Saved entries
#####

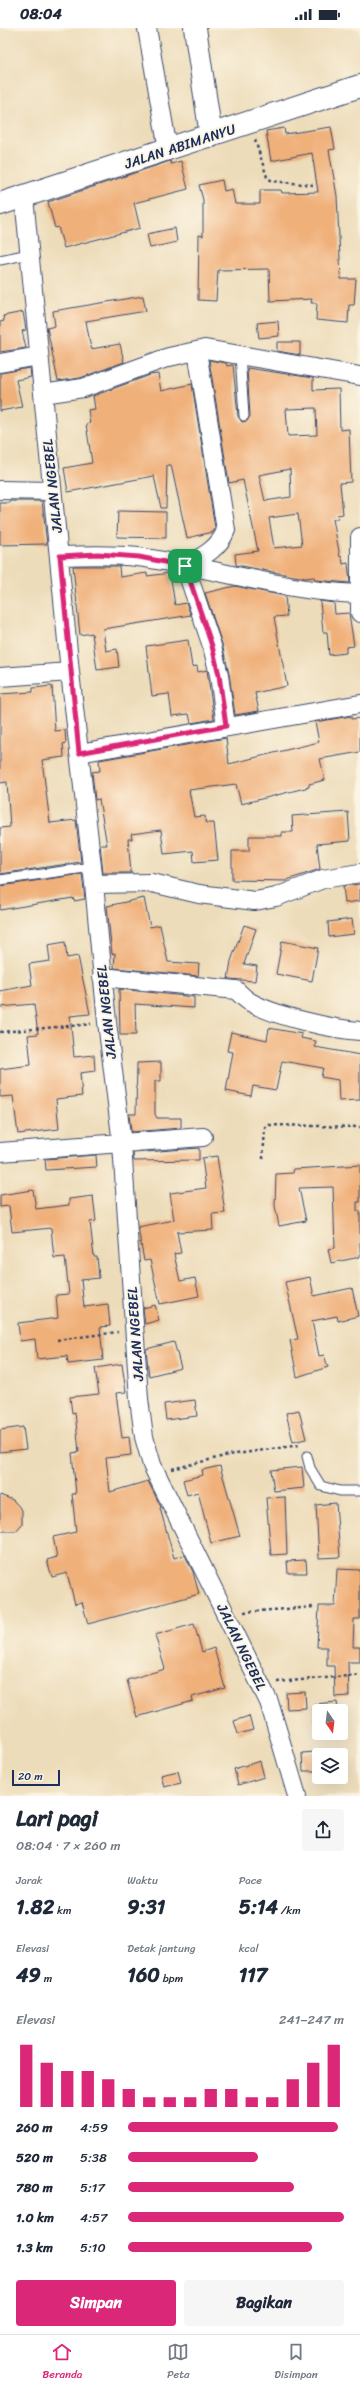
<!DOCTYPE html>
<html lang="id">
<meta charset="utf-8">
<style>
body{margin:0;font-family:Sriracha,sans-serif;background:#f6f6f7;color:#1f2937;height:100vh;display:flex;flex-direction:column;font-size:15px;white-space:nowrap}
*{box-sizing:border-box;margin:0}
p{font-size:13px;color:#747a83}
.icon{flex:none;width:22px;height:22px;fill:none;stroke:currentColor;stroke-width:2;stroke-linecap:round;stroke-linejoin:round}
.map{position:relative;height:1768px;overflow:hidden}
.sheet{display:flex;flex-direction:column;background:#fff;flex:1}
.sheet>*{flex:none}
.needle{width:26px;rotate:166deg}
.controls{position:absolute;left:312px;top:1676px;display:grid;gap:8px}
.controls a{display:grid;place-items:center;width:36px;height:36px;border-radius:4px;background:#fff;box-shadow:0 4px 16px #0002;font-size:20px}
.scale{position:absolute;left:12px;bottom:10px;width:48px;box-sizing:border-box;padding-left:4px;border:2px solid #1b2f5e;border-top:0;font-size:11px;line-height:14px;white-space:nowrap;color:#1b2f5e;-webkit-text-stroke:3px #fcf5e5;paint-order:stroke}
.pin{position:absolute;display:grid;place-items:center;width:34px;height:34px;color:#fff;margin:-17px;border-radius:8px;box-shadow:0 2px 6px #0006}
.round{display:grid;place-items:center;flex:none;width:42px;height:42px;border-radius:4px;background:#f6f6f7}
.head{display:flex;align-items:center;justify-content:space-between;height:68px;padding:0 16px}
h1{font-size:22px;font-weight:700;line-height:30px}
.metrics{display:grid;grid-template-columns:repeat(3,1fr);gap:6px;height:68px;padding:4px 16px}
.metrics div{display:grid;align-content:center}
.metrics b{font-size:20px;font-weight:700}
.metrics small{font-size:11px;font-weight:400}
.metrics p{font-size:11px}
.chart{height:112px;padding:8px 16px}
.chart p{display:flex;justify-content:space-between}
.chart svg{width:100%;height:72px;margin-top:4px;stroke:#db2777;stroke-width:6}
.primary-button{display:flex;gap:8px;margin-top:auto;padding:8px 16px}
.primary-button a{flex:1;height:46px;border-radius:4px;background:#db2777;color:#fff;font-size:16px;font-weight:700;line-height:46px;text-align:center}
.primary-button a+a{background:#f6f6f7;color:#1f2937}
ul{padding:0 16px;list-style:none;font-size:13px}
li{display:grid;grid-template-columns:64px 48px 1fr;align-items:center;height:30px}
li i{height:10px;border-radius:5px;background:#db2777}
.status{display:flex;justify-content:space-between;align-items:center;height:28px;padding:0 20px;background:#fff;direction:ltr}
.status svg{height:11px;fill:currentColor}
.dock{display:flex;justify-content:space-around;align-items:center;height:56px;border-top:1px solid #e0e1e3;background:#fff;font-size:11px;color:#747a83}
.dock a{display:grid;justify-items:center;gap:2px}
.dock .selected{color:#db2777}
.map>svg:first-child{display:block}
.building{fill:#f0b07a;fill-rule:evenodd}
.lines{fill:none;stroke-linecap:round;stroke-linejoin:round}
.service-casing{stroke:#3a496c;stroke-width:11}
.minor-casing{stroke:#3a496c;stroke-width:20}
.tertiary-casing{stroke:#3a496c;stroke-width:24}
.path{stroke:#3a496c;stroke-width:2.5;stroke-dasharray:3 3;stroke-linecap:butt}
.service{stroke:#fff;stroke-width:9}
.minor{stroke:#fff;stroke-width:18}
.tertiary{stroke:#fff;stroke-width:22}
.route-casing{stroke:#fff;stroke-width:8}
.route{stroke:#db2777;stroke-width:5}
.labels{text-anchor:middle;stroke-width:4;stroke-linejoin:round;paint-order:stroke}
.street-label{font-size:14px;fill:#1b2f5e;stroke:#fcf5e5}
</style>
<div class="status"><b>08:04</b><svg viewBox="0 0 49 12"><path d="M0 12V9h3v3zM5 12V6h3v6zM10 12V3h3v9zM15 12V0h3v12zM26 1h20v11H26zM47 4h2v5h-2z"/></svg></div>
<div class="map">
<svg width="360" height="1768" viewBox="0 0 360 1768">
<rect width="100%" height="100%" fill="#fcf5e5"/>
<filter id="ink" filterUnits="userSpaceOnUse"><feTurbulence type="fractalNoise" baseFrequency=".025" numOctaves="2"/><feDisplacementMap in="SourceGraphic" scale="8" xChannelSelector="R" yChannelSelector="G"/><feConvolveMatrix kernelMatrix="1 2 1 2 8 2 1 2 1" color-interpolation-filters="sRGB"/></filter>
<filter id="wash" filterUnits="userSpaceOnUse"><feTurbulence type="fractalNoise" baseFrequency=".012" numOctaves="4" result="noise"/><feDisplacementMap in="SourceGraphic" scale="16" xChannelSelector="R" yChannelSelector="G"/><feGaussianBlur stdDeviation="0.9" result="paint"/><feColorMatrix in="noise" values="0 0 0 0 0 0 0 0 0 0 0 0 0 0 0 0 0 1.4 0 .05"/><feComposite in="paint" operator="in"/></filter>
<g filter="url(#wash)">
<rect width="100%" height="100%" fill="#eddcb9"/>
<g id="blocks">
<!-- building -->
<path class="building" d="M331,99L335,121L329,122L337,168L341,251H356L354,277H349L348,295L316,292L317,275H311L312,271L270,273L269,241L218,242L216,273L198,272L199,207L203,208V172L199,157L222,152L224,163L232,161L235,176H260V162H281L282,165L318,164L312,125L271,133L266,103L284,100L285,106Z
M170,133L171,136L181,133L188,161L134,175L140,200L64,220L58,199L55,200L48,174Z
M175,200L177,214L150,220L147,206Z
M143,268L146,283L86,293L91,321L120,316L124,334L80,350L58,353L47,300L55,298L53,283Z
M23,284L26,302L22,303L26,320L0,324V294L4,293L3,288Z
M278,293L279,308L259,310L257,295Z
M277,314H300V327L277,323Z
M209,332L226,335L227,338L233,337L238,388L242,394L247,393L250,388L247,340L313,350V362L339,361L340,402L349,401L351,454L340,455L343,486L337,487L338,491H333L340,529H342L343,536L348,535L350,555L315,552L314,549L305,550L236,537L235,526L258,523L243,452L229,455ZM316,380L317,407L288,408L286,381ZM290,441L291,469L265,473L259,447ZM298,486L302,517L274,520L269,490Z
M30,340L31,349L16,352L22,379L0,383V345Z
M158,346L161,363L192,356L215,500L213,504L187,510L171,437H167L166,480H161L154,448L68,464L64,440L92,435L86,396L90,395L88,382L95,381L93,368L150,347Z
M10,473H42L47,516L0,517V475H10Z
M118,483L166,484V510L117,509Z
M73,538H119L120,549L147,545V548L170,545L175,577L186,575L191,587L103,601L106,623L117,621L119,639L97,642L92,605L80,607Z
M235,558L285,568L287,588L274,589L287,658L255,665L259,683L235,687L229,646L222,616L205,565Z
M320,573L334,575L335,586L349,585L354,618L346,619V625L329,627L327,604H323Z
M188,612L192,639L197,638L198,644L207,642L214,691L191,695L189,686L172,688L169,666L152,668L146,618Z
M52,658L55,703L65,702L66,715L63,716L64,729L42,732L50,795L76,792L81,834L0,846V800L10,799L7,754L0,755V666L33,664V660Z
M351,688V691L360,690V724L320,731L325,752L309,756V759L241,776L236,756L189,762L194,789L205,788L206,795H214L218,832L194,834L193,823L164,826L161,802L131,806L132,811H128L131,845H103L100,817H107L99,771L95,772L92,744L100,743L99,732L226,710L229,736L319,714L315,694Z
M348,784L350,813L317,816L320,841L287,852V853L232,852V823H249V808H282V804H293L292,788Z
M82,846L85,871L74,873L73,870L0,882V858Z
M360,856V873L345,875L343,858Z
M144,870L150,899L160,897L168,934L199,936L198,948L114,940L115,925L112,926L107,878Z
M352,891L354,906L329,909L328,894Z
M244,897L256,901L244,936L257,938L255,953L228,951L231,933Z
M282,913L318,920L312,953L276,946Z
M65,914L67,930L78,928L90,986L70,988L74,1029L94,1027L95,1043L80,1045L82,1068L56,1071L59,1101L18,1106L13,1068L0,1069V1041L31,1037L28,1007L38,1006L34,976L0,979V963L32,957L29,936L50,933L48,917Z
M119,961L194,969V980L135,976L136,1007H120Z
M269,1000L302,1006L301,1010L316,1013L315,1019L360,1027V1072L339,1073L338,1052L321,1049L323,1040L282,1033L276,1062L253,1058L251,1068L226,1063L233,1024L227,1023L231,1004L267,1012Z
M161,1034V1053H155V1086L157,1090H181V1100L131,1104L129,1086H136L137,1035Z
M199,1120V1132L134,1133L133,1125Z
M96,1127L97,1139L46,1142L45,1131Z
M217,1128L225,1185L212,1186L213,1202L177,1204L181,1225L174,1226L180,1253L195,1250L199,1268L160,1276L150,1232L144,1233L138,1199L174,1192L170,1165L206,1160L202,1130Z
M360,1137V1174H357V1183H360V1229L331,1235L328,1221L335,1220L333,1159L299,1160L306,1193L279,1198L275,1178L276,1146L293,1145L294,1141Z
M33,1162L36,1181L69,1177V1171L93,1168L96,1193L90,1194L94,1229H97L99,1250L81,1252L84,1279L108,1276L110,1298L100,1299L103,1332L68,1336L67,1328L37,1331L35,1311L20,1313L18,1295L58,1290L56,1267L69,1266L65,1229L54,1230L51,1200L12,1204L9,1178L0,1179V1167Z
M310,1249L314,1268L352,1260L358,1288L338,1293L337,1288L312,1293L319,1328L324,1327L328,1339L297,1349L290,1312L298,1311L285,1254Z
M155,1277L159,1292L145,1296L143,1280Z
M174,1314L181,1340L149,1348L146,1321Z
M122,1336L126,1364L116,1365L122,1410L129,1409L131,1427L106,1430L110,1464L148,1453L161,1479L160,1480L174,1530L185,1527L193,1544L199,1566L88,1596L82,1574L75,1576L67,1545L52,1549L47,1532L57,1529L53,1509L76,1504L72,1466H76L72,1425L79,1424L75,1384L72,1385L70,1369L99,1366L95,1340Z
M195,1372L197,1388L166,1392L164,1376Z
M299,1382L306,1411L293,1414L286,1385Z
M23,1399L26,1421L0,1424V1402Z
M220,1438L240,1508L211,1515L198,1464L187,1467L183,1452L203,1447L202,1442Z
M302,1439L304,1460L274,1463L271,1442Z
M0,1467L13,1472L22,1482V1496L16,1503H0Z
M285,1469L287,1526L271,1527L266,1470Z
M336,1475L340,1529L319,1530L316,1477Z
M306,1532L307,1545H288L287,1533Z
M337,1541L360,1542V1591H354L353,1619H360V1634H348L349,1668L335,1669L334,1638H327V1619H317L319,1578H335Z
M194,1596L202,1624L214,1620L225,1660L192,1669L193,1673L137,1689L127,1652L165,1641L155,1607Z
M305,1664L306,1680L287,1681L286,1665Z
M337,1674L338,1683H319V1692L314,1693V1676Z
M249,1688L253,1702L238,1706L234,1693Z
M340,1722L341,1727H319V1743H303L302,1725Z
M260,1733L264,1749L238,1757L234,1741Z
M178,1743L181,1755L164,1759L161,1747Z"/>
</g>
</g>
<g filter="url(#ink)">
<use href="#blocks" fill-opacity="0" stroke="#3a496c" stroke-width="1"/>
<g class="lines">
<defs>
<path id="service" d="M0,232L29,226
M240,326L244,388
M0,852L92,839
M307,1428L310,1440L321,1458L340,1463H360"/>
<path id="minor" d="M147,0L168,122
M24,169L70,644L94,856L107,994L122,1116L139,1371L144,1409L152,1437L269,1674L297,1768
M197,323L226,502C219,521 202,529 185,538L212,618L219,647L226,698
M0,335L39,328
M43,366L83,360L169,329L205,321L360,348
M0,462L52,463
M360,509V585
M59,528C86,527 112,526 138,529C212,539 285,564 360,566
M0,649L70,644
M79,725L360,676
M94,856L152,855L199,866L255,873L276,869L323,851L360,845
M102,949L236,962C240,966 245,971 250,974C275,988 331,1001 360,1003
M0,1124L203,1109"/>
<path id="tertiary" d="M195,0L211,108
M0,176L360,58"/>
</defs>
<!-- service casing -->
<use href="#service" class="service-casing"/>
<!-- minor casing -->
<use href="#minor" class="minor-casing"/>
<!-- tertiary casing -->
<use href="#tertiary" class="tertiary-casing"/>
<!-- path -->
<path class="path" d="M255,112L267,149L272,153L313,157
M0,1004L91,996
M263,1131L265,1100L269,1097L360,1099
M57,1312L118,1304
M172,1441L229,1427L300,1417
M244,1584L314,1579
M277,1654L360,1647"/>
<!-- service -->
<use href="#service" class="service"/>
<!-- minor -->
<use href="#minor" class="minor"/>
<!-- tertiary -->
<use href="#tertiary" class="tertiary"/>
</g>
</g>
<g class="lines" filter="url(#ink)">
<defs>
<path id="route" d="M98,526L139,529L185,538L212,618L219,647L226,698L79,725L60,528Z"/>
</defs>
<!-- route casing -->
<use href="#route" class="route-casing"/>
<!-- route -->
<use href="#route" class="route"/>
</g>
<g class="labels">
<!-- street labels -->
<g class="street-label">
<text transform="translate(180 118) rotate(-18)" y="5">JALAN ABIMANYU</text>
<text transform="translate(52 458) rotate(-96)" y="5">JALAN NGEBEL</text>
<text transform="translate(106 984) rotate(-96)" y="5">JALAN NGEBEL</text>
<text transform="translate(135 1306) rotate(-94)" y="5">JALAN NGEBEL</text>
<text transform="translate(242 1619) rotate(64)" y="5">JALAN NGEBEL</text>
</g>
</g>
</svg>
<div class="controls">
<a><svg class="needle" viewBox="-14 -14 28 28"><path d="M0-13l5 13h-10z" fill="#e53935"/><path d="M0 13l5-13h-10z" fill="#747a83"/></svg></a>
<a><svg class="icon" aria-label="layers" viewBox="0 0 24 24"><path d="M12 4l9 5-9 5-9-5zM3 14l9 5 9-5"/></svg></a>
</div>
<div class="scale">20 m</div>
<div class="pin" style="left:185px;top:538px;background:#1e9e55"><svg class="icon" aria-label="arrive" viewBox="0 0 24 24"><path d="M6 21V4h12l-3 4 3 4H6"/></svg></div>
</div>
<section class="sheet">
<div class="head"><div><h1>Lari pagi</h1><p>08:04 · 7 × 260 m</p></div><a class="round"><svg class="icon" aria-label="share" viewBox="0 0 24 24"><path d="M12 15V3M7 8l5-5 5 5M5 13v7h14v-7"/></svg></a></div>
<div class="metrics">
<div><p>Jarak</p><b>1.82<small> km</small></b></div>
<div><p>Waktu</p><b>9:31</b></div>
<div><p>Pace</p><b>5:14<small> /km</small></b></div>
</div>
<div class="metrics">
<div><p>Elevasi</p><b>49<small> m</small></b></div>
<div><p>Detak jantung</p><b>160<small> bpm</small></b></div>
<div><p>kcal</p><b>117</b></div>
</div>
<div class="chart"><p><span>Elevasi</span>241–247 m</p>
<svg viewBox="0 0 160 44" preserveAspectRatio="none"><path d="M5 44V6M15 44V17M25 44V22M35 44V22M45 44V27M55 44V33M65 44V38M75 44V38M85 44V38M95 44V33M105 44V33M115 44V38M125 44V38M135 44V27M145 44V17M155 44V6"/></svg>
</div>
<ul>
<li><b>260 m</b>4:59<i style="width:97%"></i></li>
<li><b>520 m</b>5:38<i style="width:60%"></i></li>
<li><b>780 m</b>5:17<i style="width:77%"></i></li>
<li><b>1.0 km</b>4:57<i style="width:100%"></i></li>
<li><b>1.3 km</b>5:10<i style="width:85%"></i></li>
</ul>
<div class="primary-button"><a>Simpan</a><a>Bagikan</a></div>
</section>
<nav class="dock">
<a class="selected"><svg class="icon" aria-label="home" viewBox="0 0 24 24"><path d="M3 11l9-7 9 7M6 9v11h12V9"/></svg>Beranda</a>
<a><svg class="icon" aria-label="map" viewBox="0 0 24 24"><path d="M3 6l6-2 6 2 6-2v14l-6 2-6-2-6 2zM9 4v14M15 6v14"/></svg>Peta</a>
<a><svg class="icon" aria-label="saved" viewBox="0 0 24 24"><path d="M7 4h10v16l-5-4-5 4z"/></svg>Disimpan</a>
</nav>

#####

:: AIM OF THE EXERCISE ::
Among the records above, find the lines where the word "sizing" appears and copy them.

:: RESULT OF THE TASK ::
*{box-sizing:border-box;margin:0}
.scale{position:absolute;left:12px;bottom:10px;width:48px;box-sizing:border-box;padding-left:4px;border:2px solid #1b2f5e;border-top:0;font-size:11px;line-height:14px;white-space:nowrap;color:#1b2f5e;-webkit-text-stroke:3px #fcf5e5;paint-order:stroke}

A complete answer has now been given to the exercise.